Gravitationswellen sind eine knifflige Sache. Sie sind eine direkte Folge von Einsteins Relativitätstheorie. Man hat lange nach ihnen gesucht und nichts gefunden (oder vielleicht doch?). Man hat ihre Existenz indirekt nachgewiesen und dafür gab es sogar einen Nobelpreis. Aber der direkte Nachweis steht eben noch aus und es gibt eigentlich keinen Grund anzunehmen, das er nicht möglich ist und Gravitationswellen doch nicht existieren. Sie sind eben nur sehr schwer nachzuweisen. Aber vielleicht haben wir bis jetzt immer nur die falschen Messgeräte benutzt? Vielleicht braucht es einen ganzen Stern, um die Auswirkungen der Gravitationswellen zu sehen?
Das ist der Vorschlag den die Astronomen Ilídio Lopes und Joseph Silk kürzlich gemacht haben. In ihrer Arbeit “Nearby stars as gravitational wave detectors” erklären sie, dass man den Gravitationswellen vielleicht durch die Beobachtung sonnenähnlicher Sterne auf die Spur kommen kann. Andere Himmelskörper als Detektoren einzusetzen ist keine neue Idee, aber bisher hat man meistens Pulsare (also sehr kompakte Sternenüberreste) vorgeschlagen. Deren Radiopulse lassen sich enorm genau messen und man könnte auch kleinste Störungen registrieren, die zum Beispiel durch Gravitationswellen hervorgerufen werden (ich habe hier schon mal drüber geschrieben).

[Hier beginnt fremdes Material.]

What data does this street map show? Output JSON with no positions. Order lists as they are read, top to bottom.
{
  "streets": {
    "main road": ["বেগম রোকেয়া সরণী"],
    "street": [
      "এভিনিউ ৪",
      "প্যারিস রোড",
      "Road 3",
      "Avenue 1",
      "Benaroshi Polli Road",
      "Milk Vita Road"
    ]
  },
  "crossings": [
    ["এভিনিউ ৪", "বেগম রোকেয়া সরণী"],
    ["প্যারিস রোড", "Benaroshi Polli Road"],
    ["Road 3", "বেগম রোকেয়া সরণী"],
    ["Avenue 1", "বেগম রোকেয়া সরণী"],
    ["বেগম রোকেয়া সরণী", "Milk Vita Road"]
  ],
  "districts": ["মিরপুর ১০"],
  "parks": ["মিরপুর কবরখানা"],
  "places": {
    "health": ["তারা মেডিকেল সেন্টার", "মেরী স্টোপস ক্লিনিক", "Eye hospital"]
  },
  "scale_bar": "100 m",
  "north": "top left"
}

Aber Pulsare sind im Vergleich mit normalen Sternen selten. Lopes und Silk haben deswegen untersucht, was im Rahmen der “Asteroseismologie” hier möglich wäre. Asteroseismologie beschäftigt sich mit den Schwingungen von Sternen. Ich habe diese Disziplin hier ausführlich erklärt: Jeder Stern pulsiert, denn ein Stern ist kein Festkörper sondern eine große Kugel aus Gas. In der jede Menge Action stattfindet, die das Gas zum pulsieren bringt. Wie eine Glocke, die man anschlägt, schwingt auch ein Stern und eine Analyse der Schwingungen erlaubt es den Astronomen mehr darüber herauszufinden, was im Inneren der Sterne vor sich geht.

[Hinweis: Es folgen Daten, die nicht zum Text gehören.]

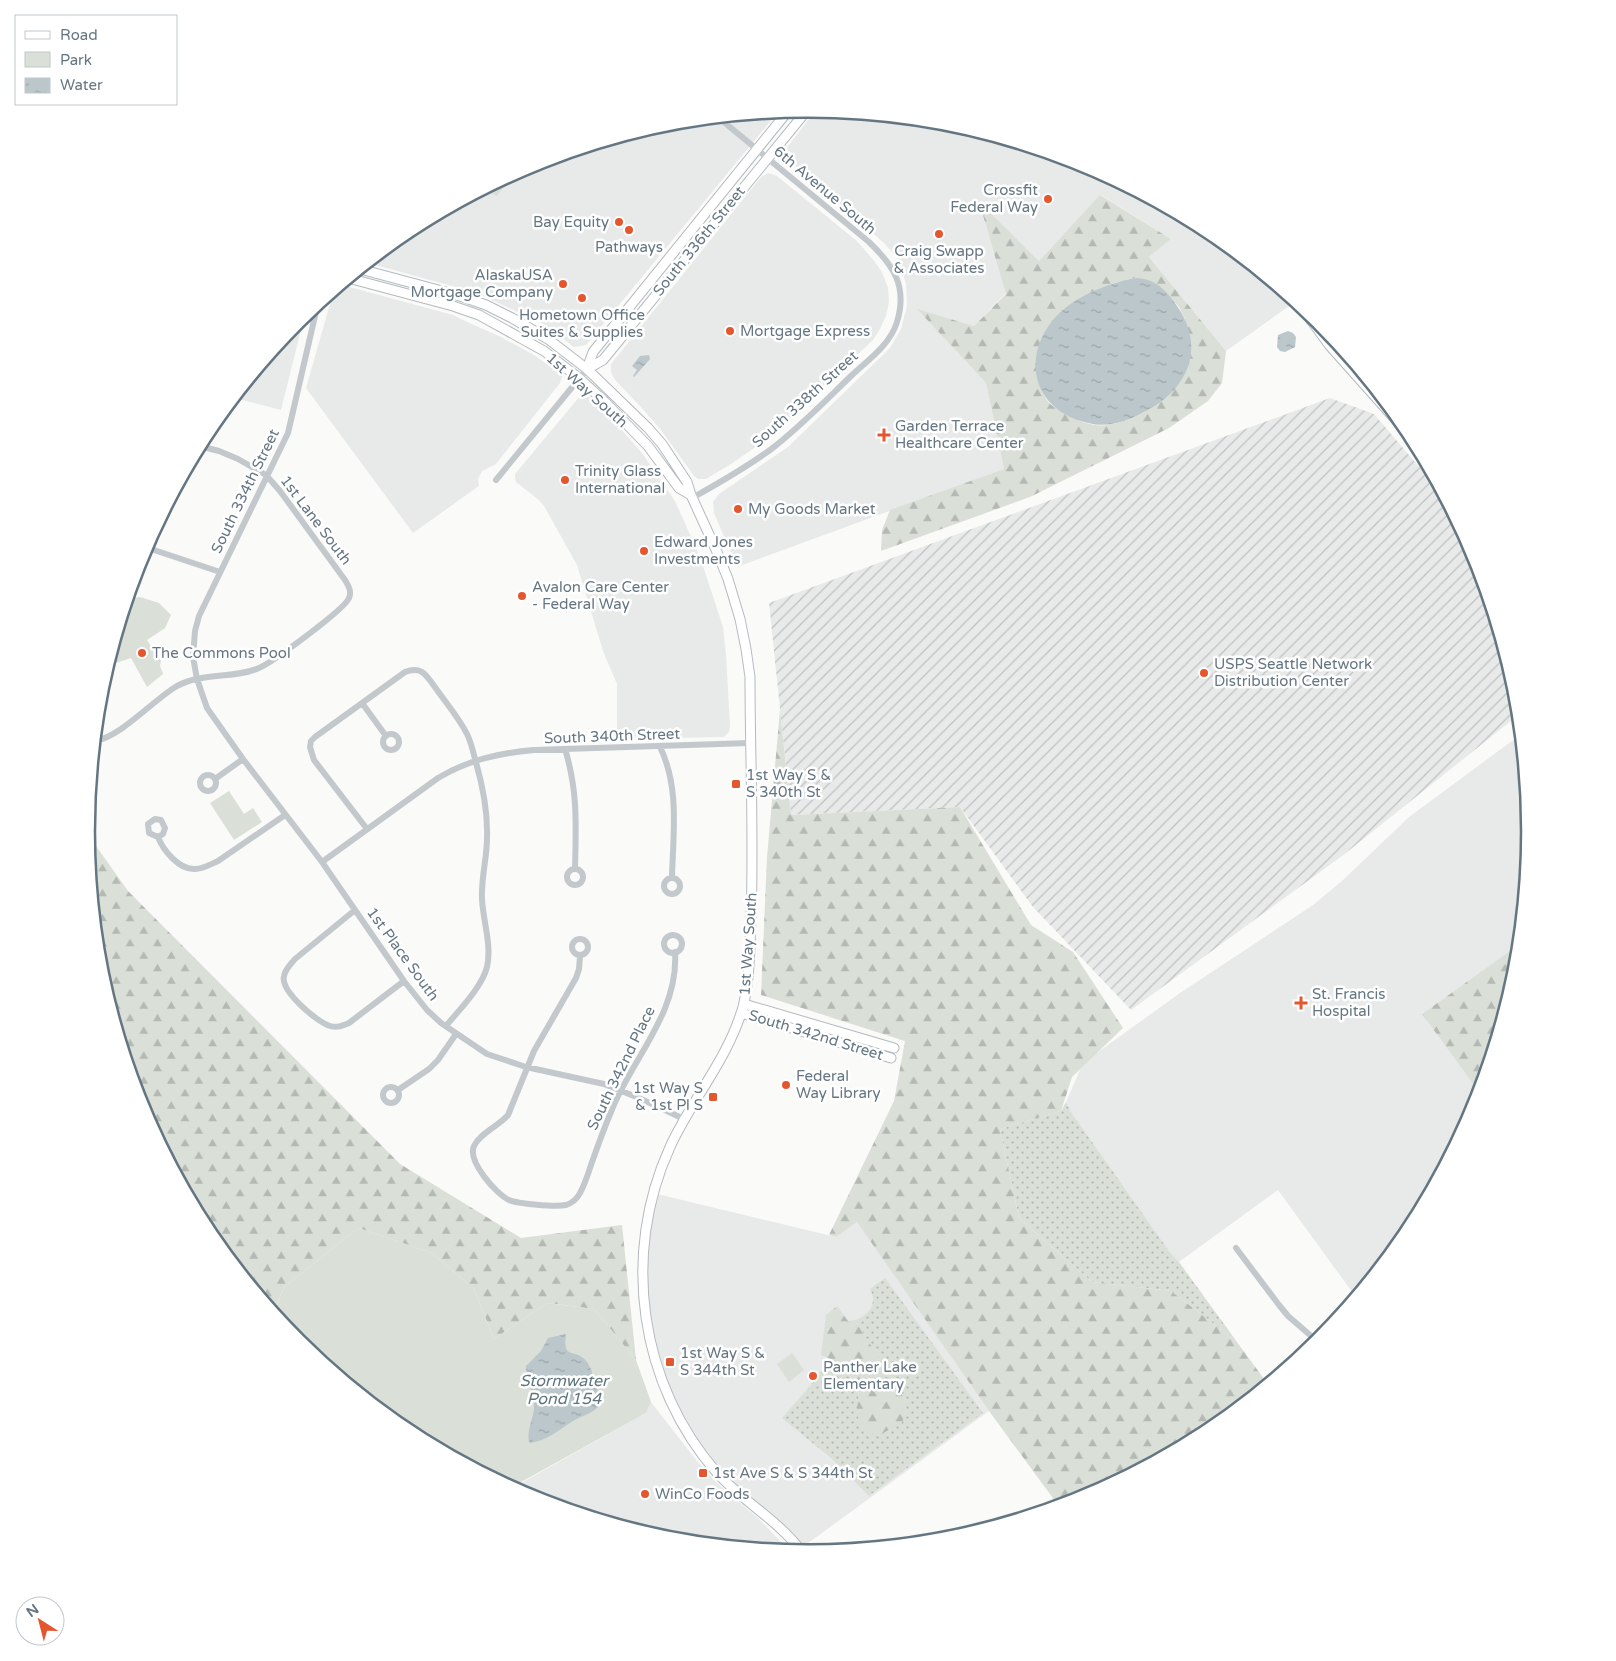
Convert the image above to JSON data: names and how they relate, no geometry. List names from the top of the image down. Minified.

Sterne würden aber auch schwingen, wenn eine Gravitationswelle auf sie trifft. Eine Gravitationswelle ist ja nichts anderes als eine Schwingung des Raums selbst. Die Raumzeit kontrahiert und expandiert periodisch, wenn sich Massen durch sie hindurch bewegen. Damit dabei aber ein Effekt entsteht, den wir mit unseren Geräten messen können, braucht es sehr starke Schwingungen und sehr große Messgeräte. Wenn zum Beispiel zwei schwere, kompakte Sterne umeinander kreisen oder zwei schwarze Löcher miteinander kollidieren, bringt das den Raum so stark zum schwingen, das wir davon auch auf der Erde noch etwas mitbekommen würde. Es laufen derzeit einige Experimente, bei denen es darum geht, Licht über möglichst lange Strecken hin und her zu schicken. Wenn dann eine Gravitationswelle durch die Messanlage läuft, wird der Raum gestaucht und gedehnt und damit auch die Strecke verlänger oder verkürzt, die das Licht durchläuft. Das kann man messen. Theoretisch. Das größte Experiment derzeit ist LIGO; ein Interferometer bei dem Licht eine Strecke von vier Kilometern durchläuft. Natürlich nicht einfach durch die Luft – das muss alles abgeschirmt und im Vakuum stattfinden um alle Störungen auszuschalten. Und selbst dann ist die zu erwartende Längenänderung kleiner als der Durchmesser eines Protons!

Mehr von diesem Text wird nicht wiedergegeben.